• THE PROBLEM:
Would you copy each line of the data below that has "feDisplacementMap"?

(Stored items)
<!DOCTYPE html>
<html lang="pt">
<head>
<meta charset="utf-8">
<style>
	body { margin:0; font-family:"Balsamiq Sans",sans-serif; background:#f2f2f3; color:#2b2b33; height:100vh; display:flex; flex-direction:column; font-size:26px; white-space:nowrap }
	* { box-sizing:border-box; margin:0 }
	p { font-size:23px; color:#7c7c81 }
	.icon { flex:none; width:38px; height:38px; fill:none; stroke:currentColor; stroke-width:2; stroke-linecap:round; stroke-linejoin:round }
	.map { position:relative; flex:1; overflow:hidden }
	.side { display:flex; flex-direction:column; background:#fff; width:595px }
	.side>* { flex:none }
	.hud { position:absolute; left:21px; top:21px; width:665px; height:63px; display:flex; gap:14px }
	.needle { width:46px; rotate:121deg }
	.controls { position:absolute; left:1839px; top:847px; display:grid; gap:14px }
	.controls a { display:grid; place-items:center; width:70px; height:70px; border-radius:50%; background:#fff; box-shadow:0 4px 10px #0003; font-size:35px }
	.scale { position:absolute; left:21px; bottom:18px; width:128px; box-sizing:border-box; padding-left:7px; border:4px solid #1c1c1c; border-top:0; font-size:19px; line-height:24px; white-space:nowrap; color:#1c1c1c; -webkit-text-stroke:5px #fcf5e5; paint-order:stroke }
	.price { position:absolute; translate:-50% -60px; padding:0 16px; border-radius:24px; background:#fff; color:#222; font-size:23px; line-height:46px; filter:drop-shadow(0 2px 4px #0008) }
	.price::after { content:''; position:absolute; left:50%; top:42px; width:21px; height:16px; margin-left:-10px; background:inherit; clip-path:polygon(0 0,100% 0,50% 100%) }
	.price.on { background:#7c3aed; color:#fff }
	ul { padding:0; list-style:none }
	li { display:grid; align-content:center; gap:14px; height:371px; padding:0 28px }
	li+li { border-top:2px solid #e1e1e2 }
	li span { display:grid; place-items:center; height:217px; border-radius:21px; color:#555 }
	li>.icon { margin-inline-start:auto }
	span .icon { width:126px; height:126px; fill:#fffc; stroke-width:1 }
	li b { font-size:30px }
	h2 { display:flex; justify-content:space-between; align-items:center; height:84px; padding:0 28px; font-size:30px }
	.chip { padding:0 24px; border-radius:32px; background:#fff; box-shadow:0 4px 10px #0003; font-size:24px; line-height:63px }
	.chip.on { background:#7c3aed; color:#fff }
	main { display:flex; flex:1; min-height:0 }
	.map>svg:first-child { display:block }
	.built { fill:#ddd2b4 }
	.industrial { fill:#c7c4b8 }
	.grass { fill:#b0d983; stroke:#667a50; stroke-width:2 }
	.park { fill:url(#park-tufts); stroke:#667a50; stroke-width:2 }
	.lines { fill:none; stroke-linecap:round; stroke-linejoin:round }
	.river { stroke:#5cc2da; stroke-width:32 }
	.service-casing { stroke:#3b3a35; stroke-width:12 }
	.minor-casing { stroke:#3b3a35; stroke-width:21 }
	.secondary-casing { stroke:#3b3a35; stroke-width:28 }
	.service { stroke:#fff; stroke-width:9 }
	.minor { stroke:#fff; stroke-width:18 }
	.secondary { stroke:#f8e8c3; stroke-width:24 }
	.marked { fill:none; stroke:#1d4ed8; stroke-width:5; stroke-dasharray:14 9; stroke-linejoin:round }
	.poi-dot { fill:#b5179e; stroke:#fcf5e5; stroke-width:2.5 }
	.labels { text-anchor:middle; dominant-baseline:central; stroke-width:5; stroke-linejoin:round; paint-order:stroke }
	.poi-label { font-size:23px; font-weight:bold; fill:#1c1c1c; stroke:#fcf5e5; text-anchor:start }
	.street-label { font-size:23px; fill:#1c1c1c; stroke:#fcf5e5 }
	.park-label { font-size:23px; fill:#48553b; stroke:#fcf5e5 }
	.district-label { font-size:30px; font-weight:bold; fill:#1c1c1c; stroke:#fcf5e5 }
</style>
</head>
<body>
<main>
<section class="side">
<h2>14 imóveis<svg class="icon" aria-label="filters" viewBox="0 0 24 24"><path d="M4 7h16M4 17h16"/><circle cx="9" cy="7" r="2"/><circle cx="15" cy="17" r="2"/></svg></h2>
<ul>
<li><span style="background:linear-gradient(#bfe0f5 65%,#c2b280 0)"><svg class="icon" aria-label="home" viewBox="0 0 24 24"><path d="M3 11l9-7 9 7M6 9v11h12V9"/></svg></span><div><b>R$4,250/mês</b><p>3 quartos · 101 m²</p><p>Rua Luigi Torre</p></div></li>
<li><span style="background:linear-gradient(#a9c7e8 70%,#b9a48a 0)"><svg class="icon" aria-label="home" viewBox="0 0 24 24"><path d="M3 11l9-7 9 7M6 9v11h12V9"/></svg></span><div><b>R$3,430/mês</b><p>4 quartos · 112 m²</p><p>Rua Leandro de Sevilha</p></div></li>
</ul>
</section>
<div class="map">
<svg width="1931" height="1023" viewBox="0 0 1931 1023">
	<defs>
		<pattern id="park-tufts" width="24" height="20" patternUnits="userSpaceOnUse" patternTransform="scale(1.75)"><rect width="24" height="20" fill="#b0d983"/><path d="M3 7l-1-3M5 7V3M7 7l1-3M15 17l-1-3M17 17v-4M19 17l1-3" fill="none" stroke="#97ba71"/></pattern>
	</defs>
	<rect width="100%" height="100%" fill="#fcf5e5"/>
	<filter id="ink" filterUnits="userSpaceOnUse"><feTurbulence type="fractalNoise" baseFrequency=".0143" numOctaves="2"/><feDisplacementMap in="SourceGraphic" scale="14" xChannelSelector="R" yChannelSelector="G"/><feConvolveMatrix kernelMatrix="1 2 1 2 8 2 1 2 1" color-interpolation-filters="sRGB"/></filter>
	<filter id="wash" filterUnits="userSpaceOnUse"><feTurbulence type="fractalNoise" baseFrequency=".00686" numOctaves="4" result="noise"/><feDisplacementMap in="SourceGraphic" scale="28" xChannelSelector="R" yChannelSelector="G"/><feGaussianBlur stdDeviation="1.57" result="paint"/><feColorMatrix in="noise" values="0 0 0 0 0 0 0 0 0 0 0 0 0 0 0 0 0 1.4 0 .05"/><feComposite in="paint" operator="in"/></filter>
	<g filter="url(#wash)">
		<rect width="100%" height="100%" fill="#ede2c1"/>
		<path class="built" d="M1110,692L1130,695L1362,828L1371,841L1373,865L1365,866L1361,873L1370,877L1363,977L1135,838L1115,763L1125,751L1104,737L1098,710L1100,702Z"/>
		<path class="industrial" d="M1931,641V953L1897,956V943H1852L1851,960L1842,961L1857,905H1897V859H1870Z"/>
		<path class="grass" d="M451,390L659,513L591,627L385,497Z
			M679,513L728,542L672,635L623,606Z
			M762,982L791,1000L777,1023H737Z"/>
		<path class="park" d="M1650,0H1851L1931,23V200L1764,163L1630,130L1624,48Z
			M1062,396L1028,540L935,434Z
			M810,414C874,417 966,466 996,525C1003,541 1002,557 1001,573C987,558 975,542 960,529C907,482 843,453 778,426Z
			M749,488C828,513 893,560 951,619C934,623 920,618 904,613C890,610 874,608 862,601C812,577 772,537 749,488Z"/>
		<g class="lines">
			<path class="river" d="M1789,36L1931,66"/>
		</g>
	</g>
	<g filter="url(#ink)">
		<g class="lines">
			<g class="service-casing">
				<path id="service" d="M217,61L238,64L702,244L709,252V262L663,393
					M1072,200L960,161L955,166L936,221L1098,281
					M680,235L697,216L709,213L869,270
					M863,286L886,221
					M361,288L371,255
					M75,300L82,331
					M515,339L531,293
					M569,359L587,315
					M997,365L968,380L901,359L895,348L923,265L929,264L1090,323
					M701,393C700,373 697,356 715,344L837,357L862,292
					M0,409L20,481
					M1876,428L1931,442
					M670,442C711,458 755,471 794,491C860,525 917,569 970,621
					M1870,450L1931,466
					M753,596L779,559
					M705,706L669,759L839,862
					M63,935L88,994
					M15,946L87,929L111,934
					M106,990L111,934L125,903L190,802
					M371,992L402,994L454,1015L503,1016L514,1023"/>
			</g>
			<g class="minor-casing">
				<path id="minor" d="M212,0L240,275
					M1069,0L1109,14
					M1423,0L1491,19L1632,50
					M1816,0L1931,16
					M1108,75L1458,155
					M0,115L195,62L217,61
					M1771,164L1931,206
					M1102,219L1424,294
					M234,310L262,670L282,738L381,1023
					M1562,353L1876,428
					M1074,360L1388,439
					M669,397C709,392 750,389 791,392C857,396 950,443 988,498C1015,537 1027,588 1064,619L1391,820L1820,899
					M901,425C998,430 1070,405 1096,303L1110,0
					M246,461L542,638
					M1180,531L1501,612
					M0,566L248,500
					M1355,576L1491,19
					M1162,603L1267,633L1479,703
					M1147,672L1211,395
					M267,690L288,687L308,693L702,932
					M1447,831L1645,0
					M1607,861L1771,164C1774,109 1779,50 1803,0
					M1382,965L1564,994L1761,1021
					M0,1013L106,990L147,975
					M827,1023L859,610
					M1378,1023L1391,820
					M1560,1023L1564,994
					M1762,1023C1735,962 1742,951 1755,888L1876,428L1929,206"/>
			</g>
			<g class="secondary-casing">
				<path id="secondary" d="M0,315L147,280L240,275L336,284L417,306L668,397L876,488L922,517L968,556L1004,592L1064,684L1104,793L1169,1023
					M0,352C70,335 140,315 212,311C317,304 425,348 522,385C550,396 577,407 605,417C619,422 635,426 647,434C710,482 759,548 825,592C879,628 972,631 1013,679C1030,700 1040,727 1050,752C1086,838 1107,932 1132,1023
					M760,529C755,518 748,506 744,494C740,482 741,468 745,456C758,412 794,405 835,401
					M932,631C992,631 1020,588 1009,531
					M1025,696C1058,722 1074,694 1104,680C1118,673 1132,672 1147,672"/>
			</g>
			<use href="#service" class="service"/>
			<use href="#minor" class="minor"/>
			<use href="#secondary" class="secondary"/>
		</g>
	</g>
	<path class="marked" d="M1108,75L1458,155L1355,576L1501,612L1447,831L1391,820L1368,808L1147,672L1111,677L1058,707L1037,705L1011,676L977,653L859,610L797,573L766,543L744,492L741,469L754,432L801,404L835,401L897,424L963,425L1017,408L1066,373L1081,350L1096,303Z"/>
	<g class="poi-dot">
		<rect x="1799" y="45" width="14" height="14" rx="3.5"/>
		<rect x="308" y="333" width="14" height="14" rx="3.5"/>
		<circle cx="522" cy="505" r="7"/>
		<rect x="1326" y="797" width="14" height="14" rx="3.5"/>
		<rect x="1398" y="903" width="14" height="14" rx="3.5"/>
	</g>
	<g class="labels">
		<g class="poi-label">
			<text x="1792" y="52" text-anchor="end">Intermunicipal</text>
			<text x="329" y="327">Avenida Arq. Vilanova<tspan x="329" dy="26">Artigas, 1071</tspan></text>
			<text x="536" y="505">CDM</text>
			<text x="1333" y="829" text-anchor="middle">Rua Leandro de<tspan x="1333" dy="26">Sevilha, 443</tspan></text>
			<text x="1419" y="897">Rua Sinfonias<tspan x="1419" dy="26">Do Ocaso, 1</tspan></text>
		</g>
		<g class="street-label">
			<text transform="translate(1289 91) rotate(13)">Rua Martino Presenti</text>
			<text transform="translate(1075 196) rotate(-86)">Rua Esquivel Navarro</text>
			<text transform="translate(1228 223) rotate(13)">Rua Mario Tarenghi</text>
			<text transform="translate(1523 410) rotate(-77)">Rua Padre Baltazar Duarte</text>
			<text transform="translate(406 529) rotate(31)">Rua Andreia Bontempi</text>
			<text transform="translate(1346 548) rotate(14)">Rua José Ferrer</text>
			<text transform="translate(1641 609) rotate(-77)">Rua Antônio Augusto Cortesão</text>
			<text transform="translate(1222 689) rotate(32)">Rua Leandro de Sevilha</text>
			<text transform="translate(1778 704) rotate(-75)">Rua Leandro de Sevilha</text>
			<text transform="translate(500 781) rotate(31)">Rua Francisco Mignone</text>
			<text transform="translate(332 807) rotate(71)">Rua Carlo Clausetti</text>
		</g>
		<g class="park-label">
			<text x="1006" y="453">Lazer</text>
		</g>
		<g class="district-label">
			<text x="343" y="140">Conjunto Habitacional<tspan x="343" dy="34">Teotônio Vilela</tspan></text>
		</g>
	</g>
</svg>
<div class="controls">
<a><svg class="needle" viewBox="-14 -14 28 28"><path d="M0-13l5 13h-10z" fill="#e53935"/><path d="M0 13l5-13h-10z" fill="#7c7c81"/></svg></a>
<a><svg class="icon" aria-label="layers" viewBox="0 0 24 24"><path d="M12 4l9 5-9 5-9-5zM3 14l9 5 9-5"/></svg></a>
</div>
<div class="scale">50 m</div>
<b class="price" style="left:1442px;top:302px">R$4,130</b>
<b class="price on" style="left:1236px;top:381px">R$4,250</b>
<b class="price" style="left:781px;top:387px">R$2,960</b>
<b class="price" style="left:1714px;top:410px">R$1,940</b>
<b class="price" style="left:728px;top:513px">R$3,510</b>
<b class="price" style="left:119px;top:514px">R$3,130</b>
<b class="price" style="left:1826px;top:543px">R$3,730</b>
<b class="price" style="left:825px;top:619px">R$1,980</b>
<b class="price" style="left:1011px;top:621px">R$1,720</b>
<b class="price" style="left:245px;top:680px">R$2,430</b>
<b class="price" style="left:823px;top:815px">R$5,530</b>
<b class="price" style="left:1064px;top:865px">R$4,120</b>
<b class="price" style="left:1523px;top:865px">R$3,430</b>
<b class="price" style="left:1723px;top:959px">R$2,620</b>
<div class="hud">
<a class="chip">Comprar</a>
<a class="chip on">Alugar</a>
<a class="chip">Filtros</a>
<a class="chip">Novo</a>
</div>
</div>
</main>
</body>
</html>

• EXERCISE RESPONSE:
	<filter id="ink" filterUnits="userSpaceOnUse"><feTurbulence type="fractalNoise" baseFrequency=".0143" numOctaves="2"/><feDisplacementMap in="SourceGraphic" scale="14" xChannelSelector="R" yChannelSelector="G"/><feConvolveMatrix kernelMatrix="1 2 1 2 8 2 1 2 1" color-interpolation-filters="sRGB"/></filter>
	<filter id="wash" filterUnits="userSpaceOnUse"><feTurbulence type="fractalNoise" baseFrequency=".00686" numOctaves="4" result="noise"/><feDisplacementMap in="SourceGraphic" scale="28" xChannelSelector="R" yChannelSelector="G"/><feGaussianBlur stdDeviation="1.57" result="paint"/><feColorMatrix in="noise" values="0 0 0 0 0 0 0 0 0 0 0 0 0 0 0 0 0 1.4 0 .05"/><feComposite in="paint" operator="in"/></filter>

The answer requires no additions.